DESCRIPTION OF THE TASK →
When a line below contains the word "labels", copy that line.

Stored data
* * *

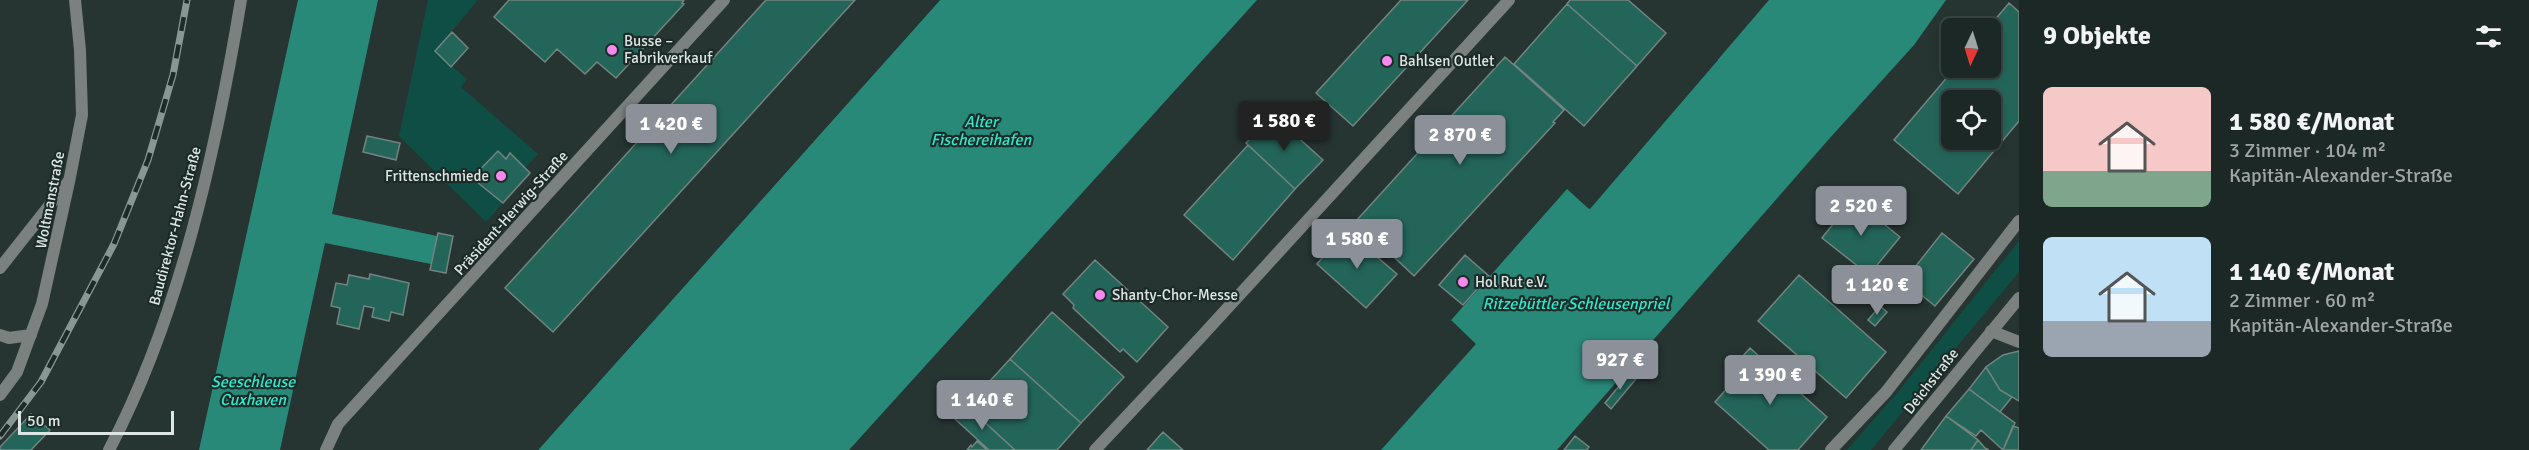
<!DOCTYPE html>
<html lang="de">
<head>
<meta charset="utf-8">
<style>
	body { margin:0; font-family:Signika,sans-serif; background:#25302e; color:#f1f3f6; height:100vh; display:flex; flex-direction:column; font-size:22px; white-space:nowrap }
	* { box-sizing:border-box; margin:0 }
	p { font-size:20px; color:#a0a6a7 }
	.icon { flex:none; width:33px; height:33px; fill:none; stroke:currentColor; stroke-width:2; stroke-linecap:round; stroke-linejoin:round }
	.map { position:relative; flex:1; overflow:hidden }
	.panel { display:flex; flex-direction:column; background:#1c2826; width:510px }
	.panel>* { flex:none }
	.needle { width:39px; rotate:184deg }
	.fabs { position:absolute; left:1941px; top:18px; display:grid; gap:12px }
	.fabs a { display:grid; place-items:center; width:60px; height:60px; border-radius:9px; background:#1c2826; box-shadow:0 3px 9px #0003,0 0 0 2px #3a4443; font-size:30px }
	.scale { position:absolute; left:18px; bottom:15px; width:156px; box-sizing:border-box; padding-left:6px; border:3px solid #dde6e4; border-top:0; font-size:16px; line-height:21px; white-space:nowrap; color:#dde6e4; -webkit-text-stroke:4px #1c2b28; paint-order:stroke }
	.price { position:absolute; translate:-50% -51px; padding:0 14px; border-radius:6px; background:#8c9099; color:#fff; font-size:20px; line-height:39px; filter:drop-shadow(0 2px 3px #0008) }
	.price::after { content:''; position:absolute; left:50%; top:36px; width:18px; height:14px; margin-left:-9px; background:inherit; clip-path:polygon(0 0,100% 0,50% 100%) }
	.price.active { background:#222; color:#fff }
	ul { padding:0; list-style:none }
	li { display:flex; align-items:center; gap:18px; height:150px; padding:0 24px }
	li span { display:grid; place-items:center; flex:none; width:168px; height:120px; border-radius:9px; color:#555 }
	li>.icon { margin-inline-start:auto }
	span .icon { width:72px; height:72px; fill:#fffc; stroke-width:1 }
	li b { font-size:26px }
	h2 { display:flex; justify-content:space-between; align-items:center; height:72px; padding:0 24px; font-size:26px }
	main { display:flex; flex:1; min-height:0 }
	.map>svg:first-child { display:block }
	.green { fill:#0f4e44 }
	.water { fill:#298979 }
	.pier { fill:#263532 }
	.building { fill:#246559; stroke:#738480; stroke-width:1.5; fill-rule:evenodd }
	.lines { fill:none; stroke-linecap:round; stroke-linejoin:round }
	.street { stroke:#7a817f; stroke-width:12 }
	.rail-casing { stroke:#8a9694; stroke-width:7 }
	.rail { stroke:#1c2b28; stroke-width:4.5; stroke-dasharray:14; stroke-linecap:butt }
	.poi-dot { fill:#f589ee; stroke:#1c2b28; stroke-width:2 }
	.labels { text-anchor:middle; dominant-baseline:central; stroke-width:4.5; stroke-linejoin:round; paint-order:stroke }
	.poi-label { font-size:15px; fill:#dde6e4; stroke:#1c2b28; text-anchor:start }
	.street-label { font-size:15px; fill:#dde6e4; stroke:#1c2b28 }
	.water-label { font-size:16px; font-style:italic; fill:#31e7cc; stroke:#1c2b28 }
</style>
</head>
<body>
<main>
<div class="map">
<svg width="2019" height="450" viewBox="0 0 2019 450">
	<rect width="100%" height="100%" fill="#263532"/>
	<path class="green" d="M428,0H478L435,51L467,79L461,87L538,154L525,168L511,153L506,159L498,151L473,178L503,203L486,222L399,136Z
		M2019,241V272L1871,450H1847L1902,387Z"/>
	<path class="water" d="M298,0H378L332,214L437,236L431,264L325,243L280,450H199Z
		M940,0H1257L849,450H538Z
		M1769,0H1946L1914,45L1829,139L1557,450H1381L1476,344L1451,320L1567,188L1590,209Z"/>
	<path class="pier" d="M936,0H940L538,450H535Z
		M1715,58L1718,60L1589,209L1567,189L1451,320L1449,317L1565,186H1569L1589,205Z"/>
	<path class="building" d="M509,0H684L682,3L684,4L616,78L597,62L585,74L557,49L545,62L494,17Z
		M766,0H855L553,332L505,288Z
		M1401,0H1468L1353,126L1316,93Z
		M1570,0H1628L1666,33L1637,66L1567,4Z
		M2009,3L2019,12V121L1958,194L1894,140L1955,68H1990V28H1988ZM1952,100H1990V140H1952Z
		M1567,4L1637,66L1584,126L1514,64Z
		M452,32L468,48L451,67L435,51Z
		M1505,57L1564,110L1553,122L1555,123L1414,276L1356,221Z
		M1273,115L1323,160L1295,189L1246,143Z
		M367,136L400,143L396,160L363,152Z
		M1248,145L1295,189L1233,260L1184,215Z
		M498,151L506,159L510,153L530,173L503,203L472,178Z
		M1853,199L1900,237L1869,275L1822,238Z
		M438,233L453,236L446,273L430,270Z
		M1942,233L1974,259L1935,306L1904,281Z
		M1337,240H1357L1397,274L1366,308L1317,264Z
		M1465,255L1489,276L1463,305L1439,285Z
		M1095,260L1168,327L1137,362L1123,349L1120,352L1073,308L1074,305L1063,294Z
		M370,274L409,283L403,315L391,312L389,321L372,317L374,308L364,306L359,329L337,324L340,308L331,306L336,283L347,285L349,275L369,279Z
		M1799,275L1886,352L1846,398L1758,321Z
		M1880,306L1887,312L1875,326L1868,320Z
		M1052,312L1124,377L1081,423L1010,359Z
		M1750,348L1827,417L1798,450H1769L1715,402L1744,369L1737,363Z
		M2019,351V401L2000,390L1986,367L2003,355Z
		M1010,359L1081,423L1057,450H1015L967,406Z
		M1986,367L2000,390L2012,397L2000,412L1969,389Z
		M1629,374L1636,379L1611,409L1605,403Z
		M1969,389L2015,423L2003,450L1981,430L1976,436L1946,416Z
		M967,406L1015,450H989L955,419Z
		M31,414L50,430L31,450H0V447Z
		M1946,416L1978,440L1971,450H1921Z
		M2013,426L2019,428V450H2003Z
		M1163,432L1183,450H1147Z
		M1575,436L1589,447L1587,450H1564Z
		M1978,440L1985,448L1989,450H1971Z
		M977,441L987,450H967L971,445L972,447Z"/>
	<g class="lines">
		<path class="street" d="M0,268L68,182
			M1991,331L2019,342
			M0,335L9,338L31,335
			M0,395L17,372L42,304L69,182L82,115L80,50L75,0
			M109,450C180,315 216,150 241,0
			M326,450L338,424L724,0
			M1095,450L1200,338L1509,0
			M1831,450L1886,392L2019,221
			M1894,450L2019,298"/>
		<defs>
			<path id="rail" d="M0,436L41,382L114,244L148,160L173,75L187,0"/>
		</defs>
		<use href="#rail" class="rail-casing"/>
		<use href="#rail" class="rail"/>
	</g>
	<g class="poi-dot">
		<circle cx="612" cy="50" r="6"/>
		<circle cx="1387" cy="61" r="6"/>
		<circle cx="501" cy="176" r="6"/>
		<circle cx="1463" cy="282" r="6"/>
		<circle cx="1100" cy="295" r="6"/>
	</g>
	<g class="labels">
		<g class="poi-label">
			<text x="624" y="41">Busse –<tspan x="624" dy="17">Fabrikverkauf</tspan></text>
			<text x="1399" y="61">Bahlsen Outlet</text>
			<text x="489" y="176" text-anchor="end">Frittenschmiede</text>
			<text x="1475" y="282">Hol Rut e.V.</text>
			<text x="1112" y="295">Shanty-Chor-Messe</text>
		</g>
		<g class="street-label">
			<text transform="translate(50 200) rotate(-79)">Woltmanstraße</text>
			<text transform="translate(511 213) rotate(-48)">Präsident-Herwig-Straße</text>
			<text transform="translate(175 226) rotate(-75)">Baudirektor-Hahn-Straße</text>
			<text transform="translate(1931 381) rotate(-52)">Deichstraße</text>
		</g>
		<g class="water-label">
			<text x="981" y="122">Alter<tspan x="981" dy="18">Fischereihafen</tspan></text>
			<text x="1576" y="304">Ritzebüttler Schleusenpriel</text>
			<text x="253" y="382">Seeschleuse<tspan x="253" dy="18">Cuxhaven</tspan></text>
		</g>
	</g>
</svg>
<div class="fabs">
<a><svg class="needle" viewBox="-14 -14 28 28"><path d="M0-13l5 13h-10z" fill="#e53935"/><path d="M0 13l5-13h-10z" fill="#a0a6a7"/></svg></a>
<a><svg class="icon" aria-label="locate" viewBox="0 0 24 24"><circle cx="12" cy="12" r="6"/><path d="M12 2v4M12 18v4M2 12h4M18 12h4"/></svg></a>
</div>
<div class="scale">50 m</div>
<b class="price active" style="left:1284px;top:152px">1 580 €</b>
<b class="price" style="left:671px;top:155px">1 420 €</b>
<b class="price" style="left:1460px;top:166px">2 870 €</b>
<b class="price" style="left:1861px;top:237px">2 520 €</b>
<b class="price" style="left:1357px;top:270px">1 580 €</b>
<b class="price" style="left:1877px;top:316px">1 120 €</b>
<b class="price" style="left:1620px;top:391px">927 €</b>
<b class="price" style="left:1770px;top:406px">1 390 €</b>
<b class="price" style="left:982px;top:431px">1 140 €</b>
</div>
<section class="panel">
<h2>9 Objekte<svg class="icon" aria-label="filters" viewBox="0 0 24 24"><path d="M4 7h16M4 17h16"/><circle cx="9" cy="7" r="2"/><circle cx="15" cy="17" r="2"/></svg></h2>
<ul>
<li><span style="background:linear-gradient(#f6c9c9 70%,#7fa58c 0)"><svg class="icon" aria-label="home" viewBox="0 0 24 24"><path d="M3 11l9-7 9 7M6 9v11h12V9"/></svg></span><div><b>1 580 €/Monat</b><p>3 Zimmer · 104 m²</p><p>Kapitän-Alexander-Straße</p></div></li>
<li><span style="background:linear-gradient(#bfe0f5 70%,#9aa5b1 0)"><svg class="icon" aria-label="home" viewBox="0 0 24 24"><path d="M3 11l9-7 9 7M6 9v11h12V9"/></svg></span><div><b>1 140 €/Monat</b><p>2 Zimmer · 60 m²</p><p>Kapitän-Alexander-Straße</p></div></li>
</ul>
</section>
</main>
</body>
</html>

* * *

RESPONSE AREA →
	.labels { text-anchor:middle; dominant-baseline:central; stroke-width:4.5; stroke-linejoin:round; paint-order:stroke }
	<g class="labels">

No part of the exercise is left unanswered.